**RECORDS SHOWN**
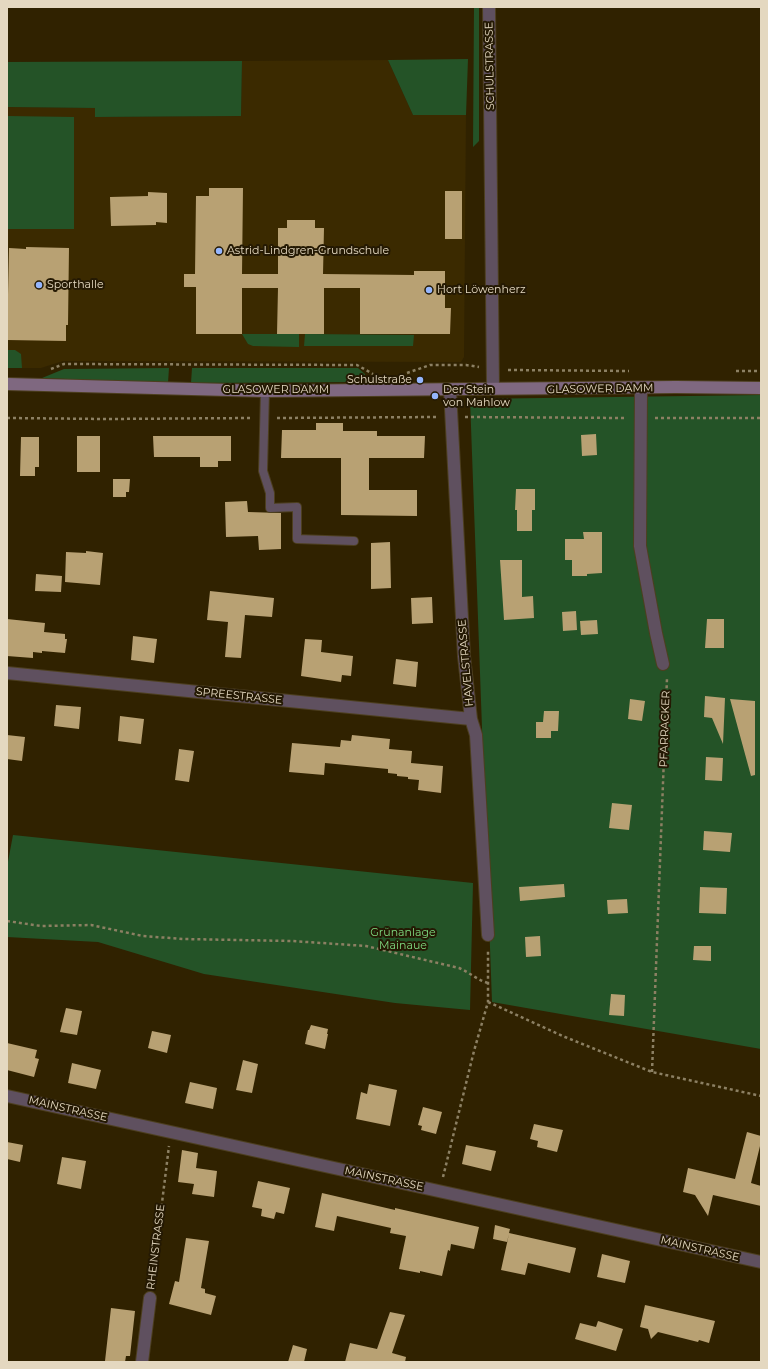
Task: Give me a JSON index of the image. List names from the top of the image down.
{
  "streets": {
    "street": [
      "SCHULSTRASSE",
      "GLASOWER DAMM",
      "HAVELSTRASSE",
      "SPREESTRASSE",
      "MAINSTRASSE",
      "RHEINSTRASSE"
    ],
    "path": ["PFARRACKER"]
  },
  "crossings": [
    ["SCHULSTRASSE", "GLASOWER DAMM"],
    ["GLASOWER DAMM", "HAVELSTRASSE"],
    ["HAVELSTRASSE", "SPREESTRASSE"],
    ["MAINSTRASSE", "RHEINSTRASSE"]
  ],
  "parks": ["Grünanlage Mainaue"],
  "places": [
    "Astrid-Lindgren-Grundschule",
    "Sporthalle",
    "Hort Löwenherz",
    "Schulstraße",
    "Der Stein von Mahlow"
  ]
}
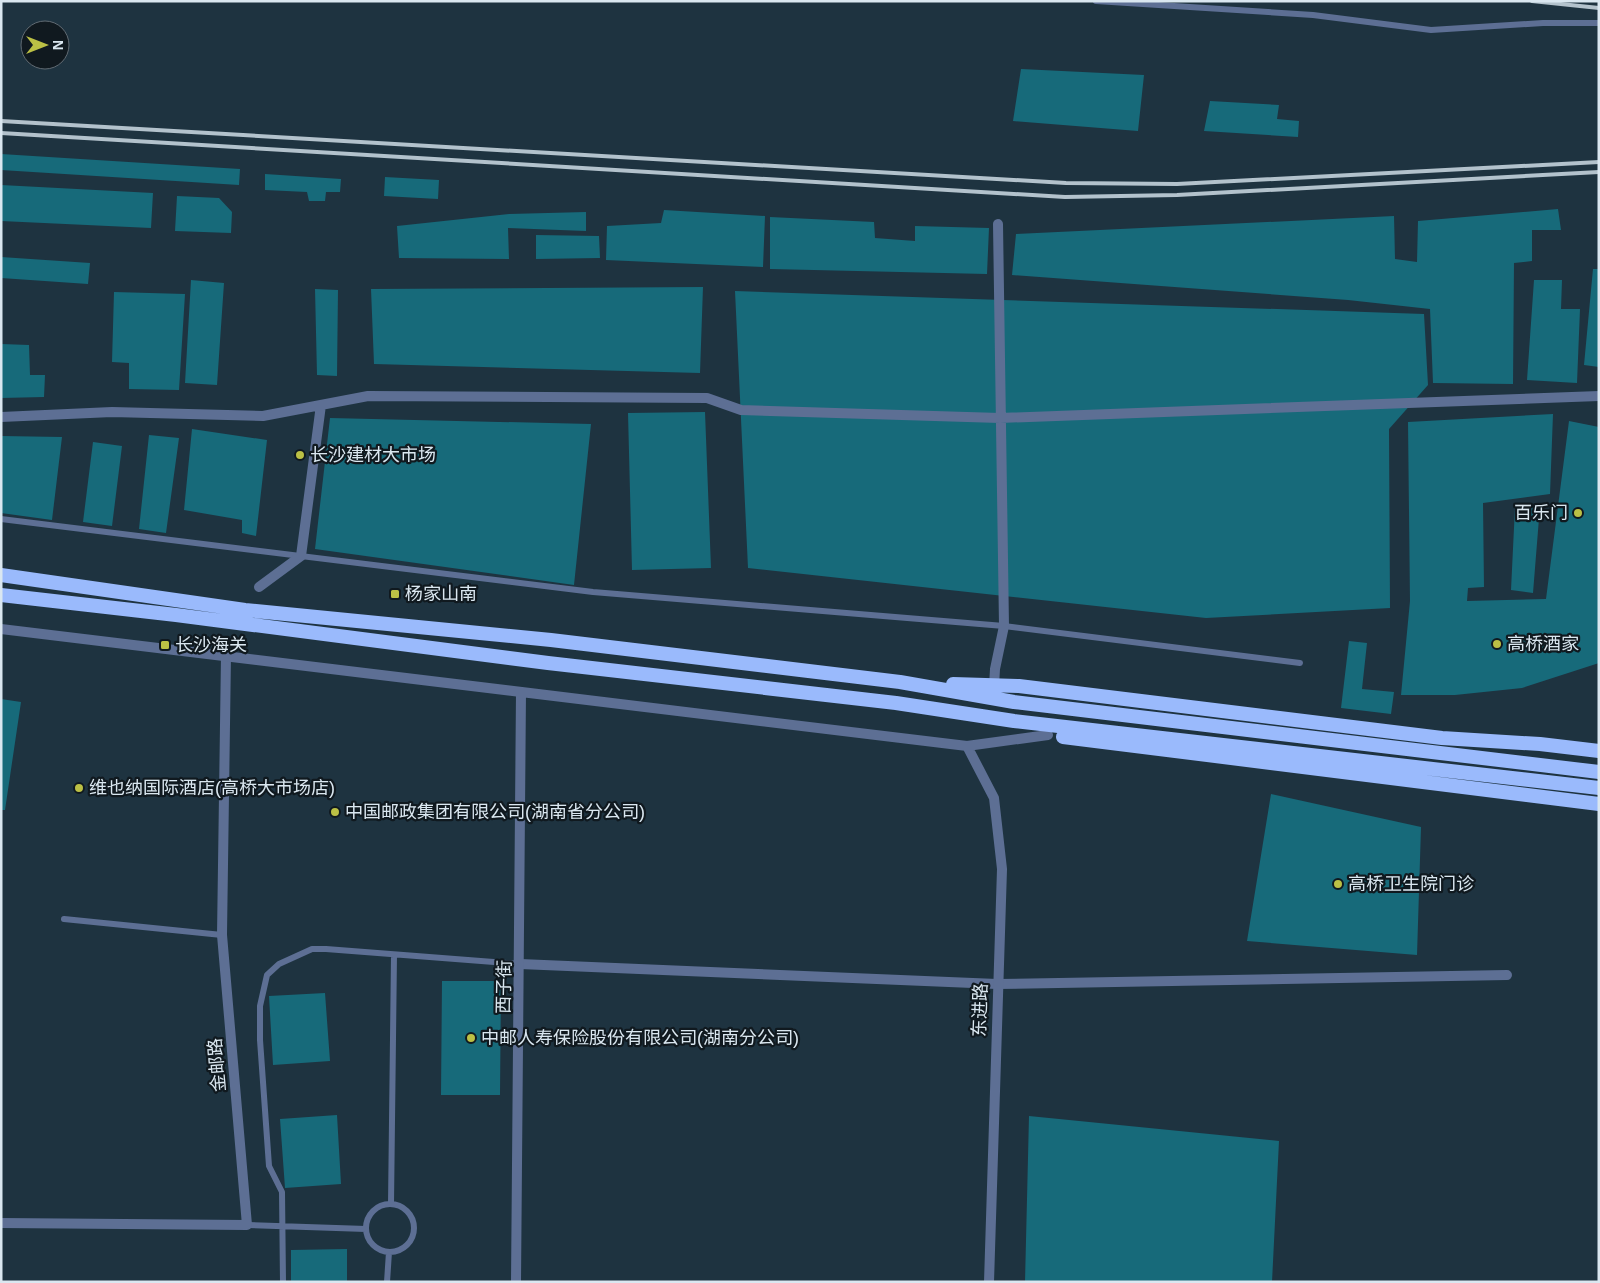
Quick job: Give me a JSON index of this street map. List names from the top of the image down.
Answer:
{
  "streets": {
    "street": ["西子街", "东进路", "金邮路"]
  },
  "places": {
    "other": [
      "长沙建材大市场",
      "百乐门",
      "高桥酒家",
      "维也纳国际酒店(高桥大市场店)",
      "中国邮政集团有限公司(湖南省分公司)",
      "高桥卫生院门诊",
      "中邮人寿保险股份有限公司(湖南分公司)"
    ],
    "transit": ["杨家山南", "长沙海关"]
  },
  "north": "right"
}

**WHAT THE EXERCISE ASKS**
Each record above is to be restated exactly, with its pictures removed from the copy.

**TASK RESULT**
Task: Give me a JSON index of the image. List names from the top of the image down.
{
  "streets": {
    "street": [
      "SCHULSTRASSE",
      "GLASOWER DAMM",
      "HAVELSTRASSE",
      "SPREESTRASSE",
      "MAINSTRASSE",
      "RHEINSTRASSE"
    ],
    "path": ["PFARRACKER"]
  },
  "crossings": [
    ["SCHULSTRASSE", "GLASOWER DAMM"],
    ["GLASOWER DAMM", "HAVELSTRASSE"],
    ["HAVELSTRASSE", "SPREESTRASSE"],
    ["MAINSTRASSE", "RHEINSTRASSE"]
  ],
  "parks": ["Grünanlage Mainaue"],
  "places": [
    "Astrid-Lindgren-Grundschule",
    "Sporthalle",
    "Hort Löwenherz",
    "Schulstraße",
    "Der Stein von Mahlow"
  ]
}
Quick job: Give me a JSON index of this street map. List names from the top of the image down.
Answer:
{
  "streets": {
    "street": ["西子街", "东进路", "金邮路"]
  },
  "places": {
    "other": [
      "长沙建材大市场",
      "百乐门",
      "高桥酒家",
      "维也纳国际酒店(高桥大市场店)",
      "中国邮政集团有限公司(湖南省分公司)",
      "高桥卫生院门诊",
      "中邮人寿保险股份有限公司(湖南分公司)"
    ],
    "transit": ["杨家山南", "长沙海关"]
  },
  "north": "right"
}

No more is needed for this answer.